Thursday, February 19, 2015

A new day

And after a couple weeks of making changes in my life, it's much better. I am working only full days, and the half day is worked remotely. It's made a huge difference. And actually I like my new boss way better than the old. Maybe because she's a woman?  Not sure. I work better with her, and so far so good. I gave my notice, and was all set to leave end March, and then she says today that she wants me to stay until July.

I just had a really odd day. An ex from long ago via FB asked about my and his physical relationship and what the issues were, since he's having issues with his wife. And the guy I met who I have no physical attraction to but with whom I am instant friends really appreciated my text telling him to go see a counselor. Oh, neither of those sentences explain anything.

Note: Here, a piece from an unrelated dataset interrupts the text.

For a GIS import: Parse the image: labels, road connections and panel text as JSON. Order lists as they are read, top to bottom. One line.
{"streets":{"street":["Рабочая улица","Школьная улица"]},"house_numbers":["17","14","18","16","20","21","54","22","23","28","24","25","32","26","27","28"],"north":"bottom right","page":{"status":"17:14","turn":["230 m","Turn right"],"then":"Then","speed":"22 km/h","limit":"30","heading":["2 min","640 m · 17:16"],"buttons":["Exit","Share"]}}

And I need you more than want you
And I want you for all time

The point is, it's ok to not be physically attracted to someone that you feel very close to. 


Sunday, February 1, 2015

Blind Spot

So in my review on Friday my boss, whose last day was Friday, talked about blind spots. How you think you might know your strengths and weaknesses, but you might not. I thought I was doing ok, but I wasn't, and it was heartbreaking to me. By all rights, I should have been fired. But I have one last chance, since he's gone and my new manager is starting with a clean slate. But I've been working two separate jobs and apparently it's not working, so I'm going figure out a plan to get out within 3 to 6 months. If I can last that long. But I'm hoping that if I have an end date in mind with the idea that I'll make sure that any transition planning as smooth as possible, all will be ok and I'll be able to focus and leave a good impression.

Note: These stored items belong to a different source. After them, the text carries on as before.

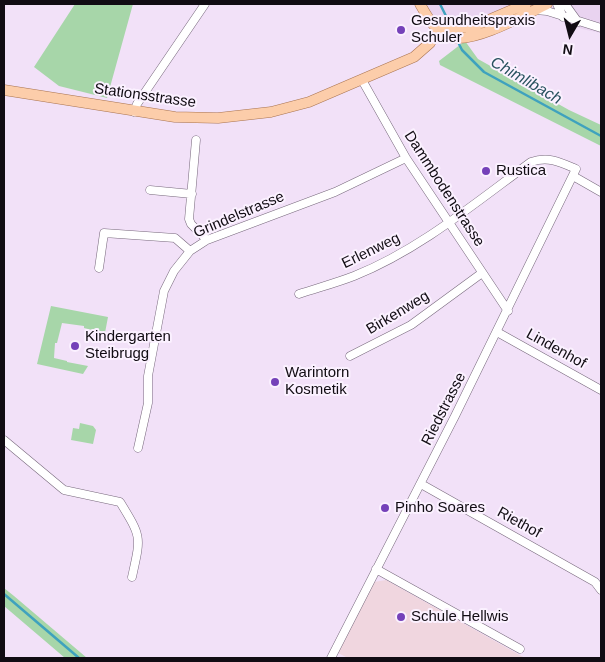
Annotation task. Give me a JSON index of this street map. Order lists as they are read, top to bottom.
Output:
{
  "streets": {
    "main road": ["Stationsstrasse"],
    "street": [
      "Dammbodenstrasse",
      "Grindelstrasse",
      "Erlenweg",
      "Birkenweg",
      "Lindenhof",
      "Riedstrasse",
      "Riethof"
    ]
  },
  "crossings": [
    ["Stationsstrasse", "Dammbodenstrasse"],
    ["Dammbodenstrasse", "Grindelstrasse"],
    ["Dammbodenstrasse", "Erlenweg"],
    ["Dammbodenstrasse", "Birkenweg"],
    ["Dammbodenstrasse", "Riedstrasse"],
    ["Erlenweg", "Riedstrasse"],
    ["Lindenhof", "Riedstrasse"],
    ["Riedstrasse", "Riethof"]
  ],
  "water": ["Chimlibach"],
  "places": [
    "Gesundheitspraxis Schuler",
    "Rustica",
    "Kindergarten Steibrugg",
    "Warintorn Kosmetik",
    "Pinho Soares",
    "Schule Hellwis"
  ],
  "north": "bottom"
}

The thing that's hard here is to really know what the problem is. Is it me and horrible working style? Is it the stress of working two jobs throwing my mood out of kilter?  I think it's interesting that I noted to my sister that I've been feeling a little less stable, and I attributed it to losing weight and so my meds must be off. Didn't think of, duh, two jobs. Maybe the stress of that is throwing me off kilter. 

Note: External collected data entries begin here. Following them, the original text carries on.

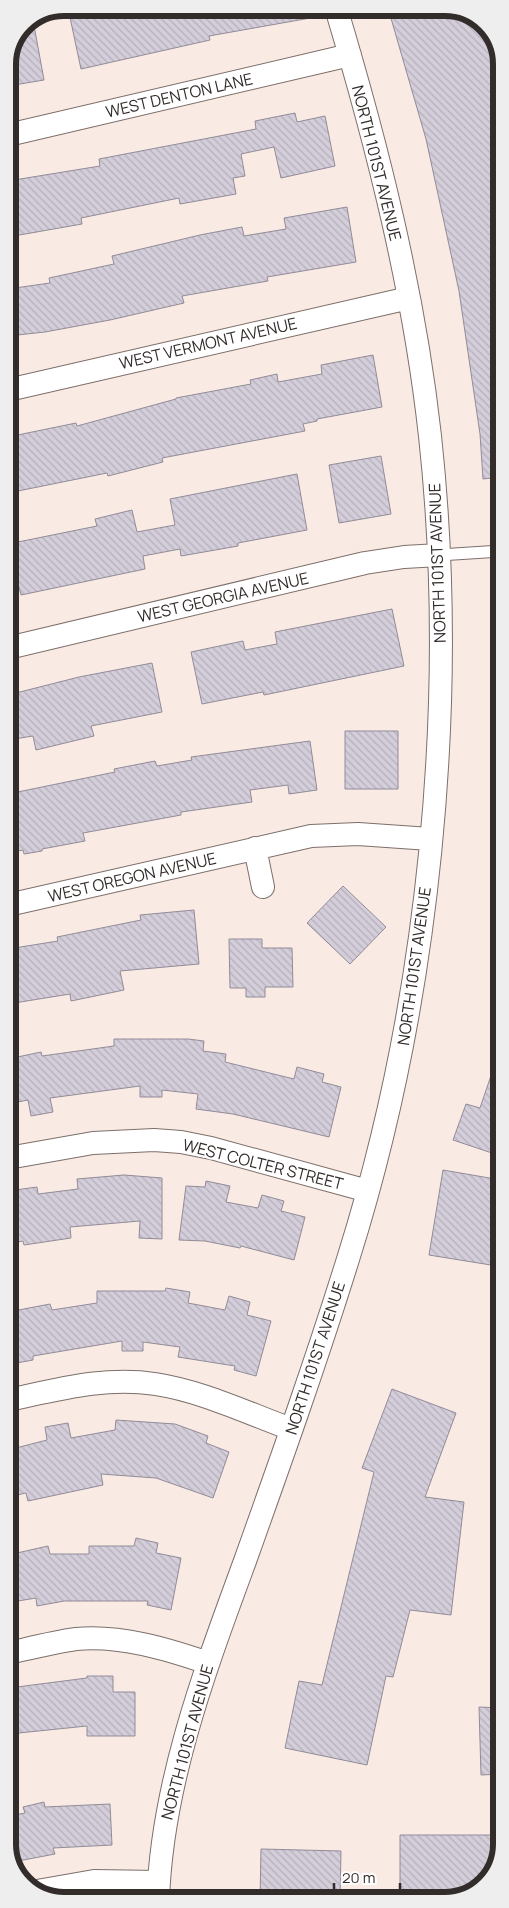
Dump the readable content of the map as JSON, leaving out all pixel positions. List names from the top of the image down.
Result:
{
  "streets": {
    "street": [
      "WEST DENTON LANE",
      "NORTH 101ST AVENUE",
      "WEST VERMONT AVENUE",
      "WEST GEORGIA AVENUE",
      "WEST OREGON AVENUE",
      "WEST COLTER STREET"
    ]
  },
  "crossings": [
    ["WEST DENTON LANE", "NORTH 101ST AVENUE"],
    ["NORTH 101ST AVENUE", "WEST VERMONT AVENUE"],
    ["NORTH 101ST AVENUE", "WEST GEORGIA AVENUE"],
    ["NORTH 101ST AVENUE", "WEST OREGON AVENUE"],
    ["NORTH 101ST AVENUE", "WEST COLTER STREET"]
  ],
  "scale_bar": "20 m"
}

I should feel demoralized and I do a little, but with the idea that I'm leaving, I have energy I think. And I'll make it happen well.

I was so sad to say goodbye to my old boss. He really for the most part was so great to work with, and so funny and we got along so well. And I'll likely never see him again. That added to my crying jag. He was very sad too, and gave me a hug goodbye. Damn, I'm almost tearing up right now.

I remember very few times when I had full brain capacity. And I work so well when it's there. But like Friday, I couldn't answer a simple question and follow a conversation.  And Wednesday, I had so many thoughts doing bumper car runs that I couldn't focus. How the hell do I work with that?

Gotta find a way.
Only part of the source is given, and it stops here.